§ **Exercise**
Among the records that follow, set down only the lines from the one containing "return path;" to the one containing "function label(font, color, halo, rows, align", both included, exactly.

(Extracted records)
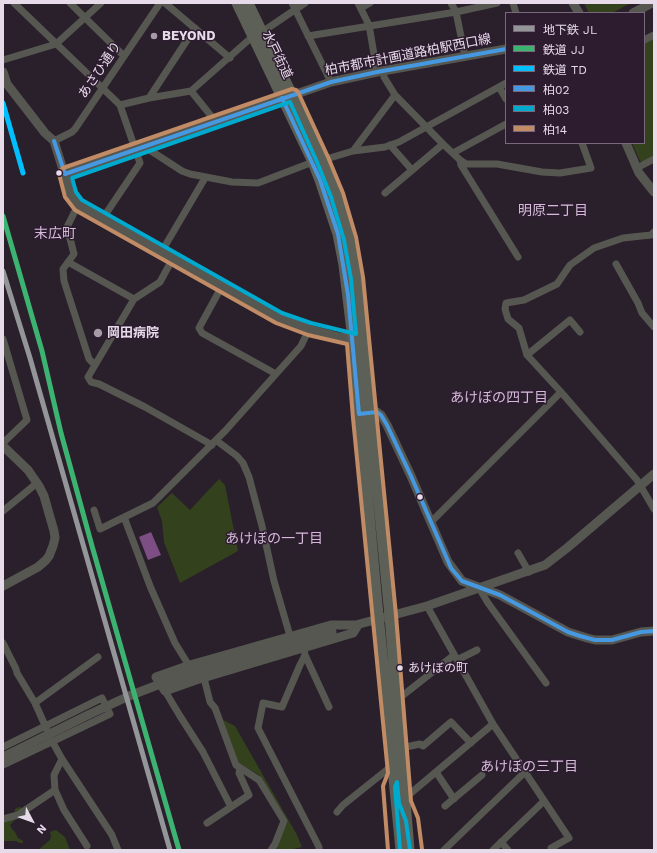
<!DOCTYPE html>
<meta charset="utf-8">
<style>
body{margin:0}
#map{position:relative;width:657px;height:853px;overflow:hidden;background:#2a202b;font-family:"Work Sans","Noto Sans JP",sans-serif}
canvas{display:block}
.frame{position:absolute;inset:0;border:4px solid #e7dbe9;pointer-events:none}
.legend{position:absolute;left:505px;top:12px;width:140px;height:132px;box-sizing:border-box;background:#2d1b30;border:1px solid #77687a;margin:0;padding:5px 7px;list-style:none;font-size:12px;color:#e7dbe9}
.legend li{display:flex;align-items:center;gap:8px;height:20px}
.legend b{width:20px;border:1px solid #77687a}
.north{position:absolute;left:12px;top:801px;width:40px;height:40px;-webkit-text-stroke:3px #2d1b30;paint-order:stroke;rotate:131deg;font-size:11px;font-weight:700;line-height:16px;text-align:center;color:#e7dbe9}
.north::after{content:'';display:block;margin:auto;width:14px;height:18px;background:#e7dbe9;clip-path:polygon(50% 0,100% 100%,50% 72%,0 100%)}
</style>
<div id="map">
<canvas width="657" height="853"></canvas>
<div class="frame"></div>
<ul class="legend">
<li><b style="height:5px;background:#939598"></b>地下鉄 JL</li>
<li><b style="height:5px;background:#3cb371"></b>鉄道 JJ</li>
<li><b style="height:5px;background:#00bfff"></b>鉄道 TD</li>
<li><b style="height:5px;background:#4699e1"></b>柏02</li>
<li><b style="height:5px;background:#00a9ce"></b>柏03</li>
<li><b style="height:5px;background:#c18c65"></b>柏14</li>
</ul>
<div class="north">N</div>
</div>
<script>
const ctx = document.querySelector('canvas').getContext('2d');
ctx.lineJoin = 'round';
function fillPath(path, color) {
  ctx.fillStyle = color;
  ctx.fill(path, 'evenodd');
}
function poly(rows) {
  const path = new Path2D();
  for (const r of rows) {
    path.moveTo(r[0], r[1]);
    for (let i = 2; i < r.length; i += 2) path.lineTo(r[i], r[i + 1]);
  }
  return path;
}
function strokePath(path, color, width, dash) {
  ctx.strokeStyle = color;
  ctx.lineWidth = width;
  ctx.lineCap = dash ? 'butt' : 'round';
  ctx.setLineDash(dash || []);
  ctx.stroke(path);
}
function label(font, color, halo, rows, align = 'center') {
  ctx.font = font + ' "Work Sans","Noto Sans JP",sans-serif';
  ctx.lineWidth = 3;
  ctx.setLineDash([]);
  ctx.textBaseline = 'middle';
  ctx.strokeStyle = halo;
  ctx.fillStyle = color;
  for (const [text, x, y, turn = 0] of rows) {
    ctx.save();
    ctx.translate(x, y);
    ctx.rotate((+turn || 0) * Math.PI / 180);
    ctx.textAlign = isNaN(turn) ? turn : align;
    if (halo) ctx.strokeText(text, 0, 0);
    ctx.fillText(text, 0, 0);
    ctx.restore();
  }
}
fillPath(poly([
 [584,3,631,3,612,13,589,13],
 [654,37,654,156,642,162,640,161,632,143,644,143,644,42],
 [219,479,225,485,238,551,180,583,164,542,162,521,157,507,172,493,190,510],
 [223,720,235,726,297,835,302,847,289,850,275,850,287,823,287,819,259,775,239,763],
 [19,807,23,808,18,816,10,825,12,829,15,832,18,838,23,841,23,843,20,843,16,841,3,841,3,820,14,813,15,809],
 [56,830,65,837,70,850,38,850,50,840,51,837,50,832]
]), '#33421c');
fillPath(poly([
 [151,532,161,555,148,560,139,537]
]), '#7d4e84');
strokePath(poly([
 [14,3,120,105,140,163,103,218],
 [70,3,124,56],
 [165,3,230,58],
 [292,3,331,82],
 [358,3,369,25,377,72],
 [451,3,456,12,465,56],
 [513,3,516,13],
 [361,8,370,3],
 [262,32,305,3],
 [308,36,456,12,497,3],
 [644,40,654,35],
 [3,60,56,44,101,3],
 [383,71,384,77,395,95,443,144,460,160,466,164,497,164,542,172,560,173,591,168,582,143],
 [499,87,506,99],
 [191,91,216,122],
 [149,98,195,28],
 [120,105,149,98,191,91,252,37],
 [54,141,72,132,75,129,160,3],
 [390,145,412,170],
 [145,147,182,171,190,174,232,182,258,183,313,162],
 [353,151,395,95],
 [453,153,506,124],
 [323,160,353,151,385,147,399,142,506,83],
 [460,160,461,165,518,257],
 [637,168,654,159],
 [385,193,443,144],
 [78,205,67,227,74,254,63,269,64,281,89,359,95,365],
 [654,232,651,235,623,238,594,248,570,265,557,284,524,300,506,303,505,309,508,319,519,328,527,355,561,392,637,480,654,509],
 [162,251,205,178],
 [173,258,160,282,134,299,88,377,91,382,99,384,145,407,212,445],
 [68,262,134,299],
 [616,264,638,303,642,313,654,327],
 [222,286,199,328,202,333,276,374],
 [3,339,27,420,3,443],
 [527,355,570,320,580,332],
 [217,441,237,456,243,463,249,477,262,526,274,581,290,636],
 [94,510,100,529,153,503,226,430,301,346,309,329],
 [3,511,37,483],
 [124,517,150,586,175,643,191,669],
 [430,520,434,519,561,392],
 [518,553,529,572],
 [479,588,488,603,546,683],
 [427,606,493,724,569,838,551,848,554,850],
 [3,643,16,669,17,673,35,703,52,741,62,759,112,835,118,850],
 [304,648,305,655,300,665,282,707,263,703,258,728,319,847,319,850],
 [305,655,329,707],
 [457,660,477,650],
 [204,678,210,702,215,708,236,765,259,780,284,821,275,844,271,850],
 [165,691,180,716,203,752,231,807],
 [397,700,454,655],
 [35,703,98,657],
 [3,747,102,698,110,714,3,765],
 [401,748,420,744,423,746,451,722,471,743],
 [62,759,54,775,55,790,64,810,87,846],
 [436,772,454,799],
 [405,798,493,724],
 [445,806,482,775],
 [337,812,343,805,393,765],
 [3,819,18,815,55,790],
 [207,823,249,795,239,773,240,768],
 [501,842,508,850],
 [444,850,525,772],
 [493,850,544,801]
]), '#565751', 7);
strokePath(poly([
 [573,3,579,13],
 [633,13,652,3],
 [3,72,7,84,45,133,54,141,71,195,78,205,279,318,309,329,339,337,358,339],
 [626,143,639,173,654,192],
 [65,174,331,82,377,72,506,49],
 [365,413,377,412,381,415,387,425,411,476,448,562,462,581,500,595,568,632,587,638,595,640,612,640,641,632,654,631],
 [3,446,28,470,39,486,44,496,54,531,55,538,53,546,49,556,46,560,38,567,3,586],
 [331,625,358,625,353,633,196,680,165,691,156,677,190,665,331,625],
 [352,626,427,606,545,565,567,548,654,474]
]), '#565751', 9);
strokePath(poly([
 [237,3,313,162,320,180,338,234,344,265,353,339,377,604,401,850],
 [248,3,323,160,344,217,357,278,390,616,409,850]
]), '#5c6056', 11);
strokePath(poly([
 [3,757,90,714,129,696,168,681,200,670,332,632]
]), '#565751', 9);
strokePath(poly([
 [282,98,320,180,338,234,348,295,359,414,377,412,381,415,387,425,411,476,451,568,462,581,500,595,568,632,580,636,595,640,612,640,641,632,654,631],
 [54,141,65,174],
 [65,174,331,82,377,72,506,49]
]), '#4699e1', 4);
strokePath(poly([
 [290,102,317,162,331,197,344,240,351,279,356,334,311,323,282,313,82,200,76,192,72,178,290,102],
 [400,850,395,787,397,782,399,803,406,821,410,850]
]), '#00a9ce', 4);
strokePath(poly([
 [388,850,383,786,388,773,353,418,347,344,308,335,276,323,75,210,65,197,59,174,60,171,63,168,292,89,296,90,298,92,328,157,343,193,356,237,363,277,396,615,411,801,418,818,422,849]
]), '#c18c65', 4);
strokePath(poly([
 [3,216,42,351,61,433,92,546,179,850]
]), '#3cb371', 5);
strokePath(poly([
 [3,103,23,173]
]), '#00bfff', 5);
strokePath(poly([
 [3,271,30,358,170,850]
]), '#939598', 5);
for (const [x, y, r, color] of [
 [154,36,4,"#a59aa6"],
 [59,173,3.5,"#e7dbe9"],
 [98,333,5,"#a59aa6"],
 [420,497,3.5,"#e7dbe9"],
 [400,668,3.5,"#e7dbe9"]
]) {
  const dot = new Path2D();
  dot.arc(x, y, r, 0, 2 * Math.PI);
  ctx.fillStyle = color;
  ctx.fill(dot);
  strokePath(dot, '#2d1b30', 1.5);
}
label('12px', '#e7dbe9', '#2d1b30', [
 ["あけぼの町",408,668]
], 'left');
label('bold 13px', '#e7dbe9', '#2d1b30', [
 ["BEYOND",162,36],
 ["岡田病院",107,333]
], 'left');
label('13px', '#e7dbe9', '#2d1b30', [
 ["水戸街道",277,55,64],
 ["柏市都市計画道路柏駅西口線",408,55,-11],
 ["あさひ通り",100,70,-56]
]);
label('14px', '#d3bbd7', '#2d1b30', [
 ["明原二丁目",553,211],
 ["末広町",55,234],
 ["あけぼの四丁目",499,398],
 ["あけぼの一丁目",274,539],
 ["あけぼの三丁目",529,767]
]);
</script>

§ **Reply to the exercise**
  return path;
}
function strokePath(path, color, width, dash) {
  ctx.strokeStyle = color;
  ctx.lineWidth = width;
  ctx.lineCap = dash ? 'butt' : 'round';
  ctx.setLineDash(dash || []);
  ctx.stroke(path);
}
function label(font, color, halo, rows, align = 'center') {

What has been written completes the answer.